LOL - it appears that my enthusiasm to support East West's move and to request an archive be kept of EW's excellent contributions to the sample community was met by banning me from Northern Sounds!?! Nice move NS. I would do it again because EW didn't deserve that kind of treatment - besides now with EW & VI my forum plate is filled, thank you 

Frederick Russ


----------



## Evan Gamble (May 3, 2005)

oo ooo oo I wanna be Banned! I wanna be banned! :lol:


----------



## Frederick Russ (May 3, 2005)

evan gamble said:


> oo ooo oo I wanna be Banned! I wanna be banned! :lol:



Wrong forum - might I suggest the tan one?


----------



## choc0thrax (May 3, 2005)

Welcome to the club you are officially cool. I'll welcome Aaron too as he will soon join us.


----------



## Evan Gamble (May 3, 2005)

oh i know i was talking about NS!


----------



## José Herring (May 3, 2005)

All you people got Banned? :o 

You guys are a HUGE part of NS. What am I going to do there now?

I can't believe it.

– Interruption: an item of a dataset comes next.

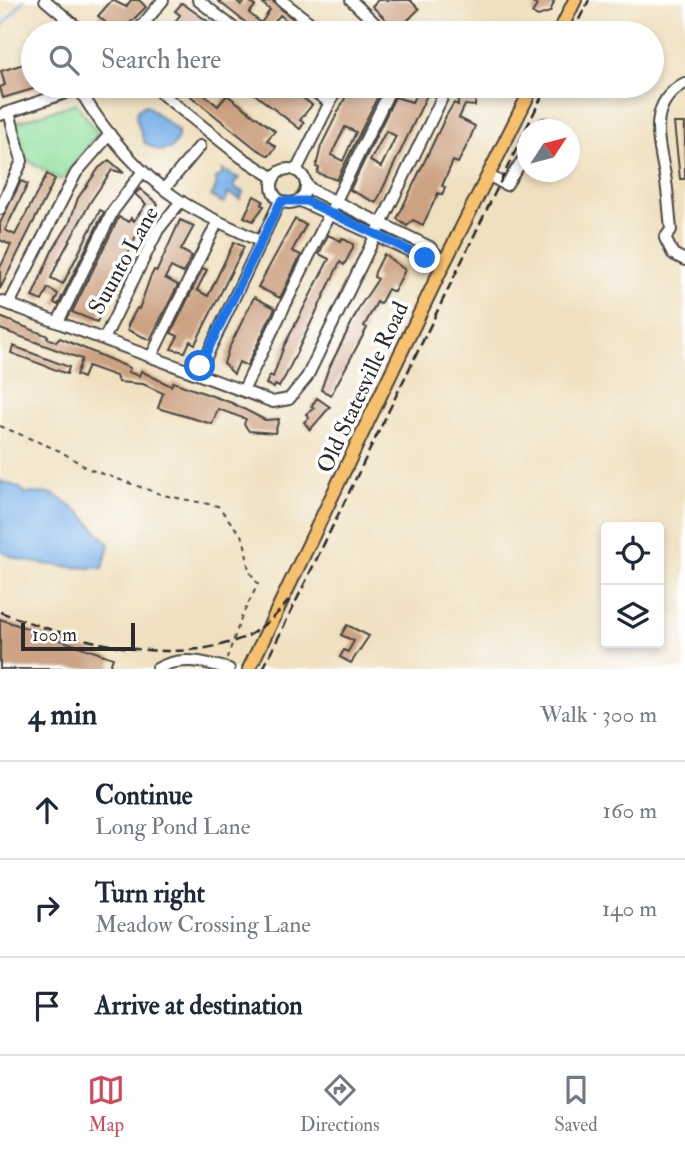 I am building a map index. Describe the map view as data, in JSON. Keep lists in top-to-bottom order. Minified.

Papa's destroying his own forum. 

Jose


----------



## synergy543 (May 3, 2005)

Frederick Russ said:


> LOL - it appears that my enthusiasm to support East West's move and to request an archive be kept of EW's excellent contributions to the sample community was met by banning me from Northern Sounds!?!....Frederick Russ


Tsk tsk tsk...Didn't you read the rules? No expression of emotion, enthusiasm, criticism or sympathy shall be tolerated in the land of NS say the Knights that say Ni. 

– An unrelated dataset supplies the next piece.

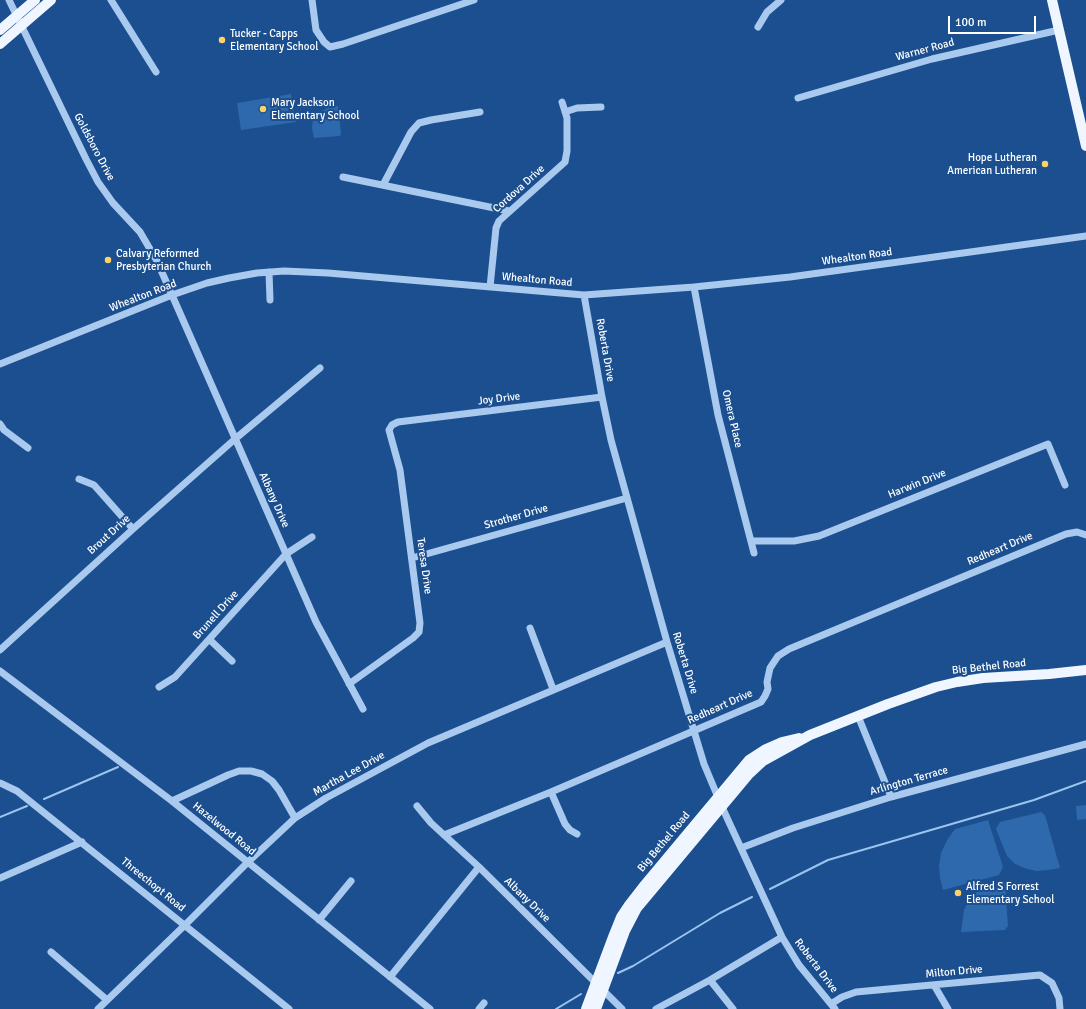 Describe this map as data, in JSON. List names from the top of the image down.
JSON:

Collapse of a Library built on a Crumbling Paternal Blackboard

What a naughty boy trying to save the EW sampling library of Alexandria from the bad cluches of the Wizard at NS! So the Wizard of NS had a stern word with you boy? For it seems the NS muchkins have started migrating to V.I.Control fearing persecution, banning, and post deletions in their old land. And its just a matter of time before developers follow. The NS Wiz certainly realizes he's no longer in Kansas and its easier to hide behind the curtain and make others shake in their boots while he can. As his paternal blackboard of power seems to be coming undone. Is it a coincidence that the letters NS stand next to OT? Or that words in chalk turns into dust? ( Well at least that's all thats left of my posts) The library was built on a house of cards. That is what really is a shame.

For the Good Witch of the Internet did not have time to archive them.

Hey! Maybe not all's lost after all?
http://www.northernsounds.com/forum/sho ... post294731


----------



## José Herring (May 3, 2005)

This is like detention. This is sooooo cool. :twisted: 

We should meet here every morning for breakfast.

Cheers,

Jose


----------



## synergy543 (May 3, 2005)

josejherring said:


> This is like detention. This is sooooo cool. :twisted:
> 
> We should meet here every morning for breakfast.
> 
> ...


"Ouch" Jose! 

Stop flinging those CocoPuffs at me when no one's looking. :twisted:

Nya nya nya na na... :lol:


----------



## Simon Ravn (May 4, 2005)

Papa Chalk is going to be a very lonely man over there soon. I wonder if this is how he reacts IRL as well... Sad. There used to be a few % of talented people at NS, even when VI Control was brand new. Now I think we are down to maybe 0.1% - not counting Falcon1 of course.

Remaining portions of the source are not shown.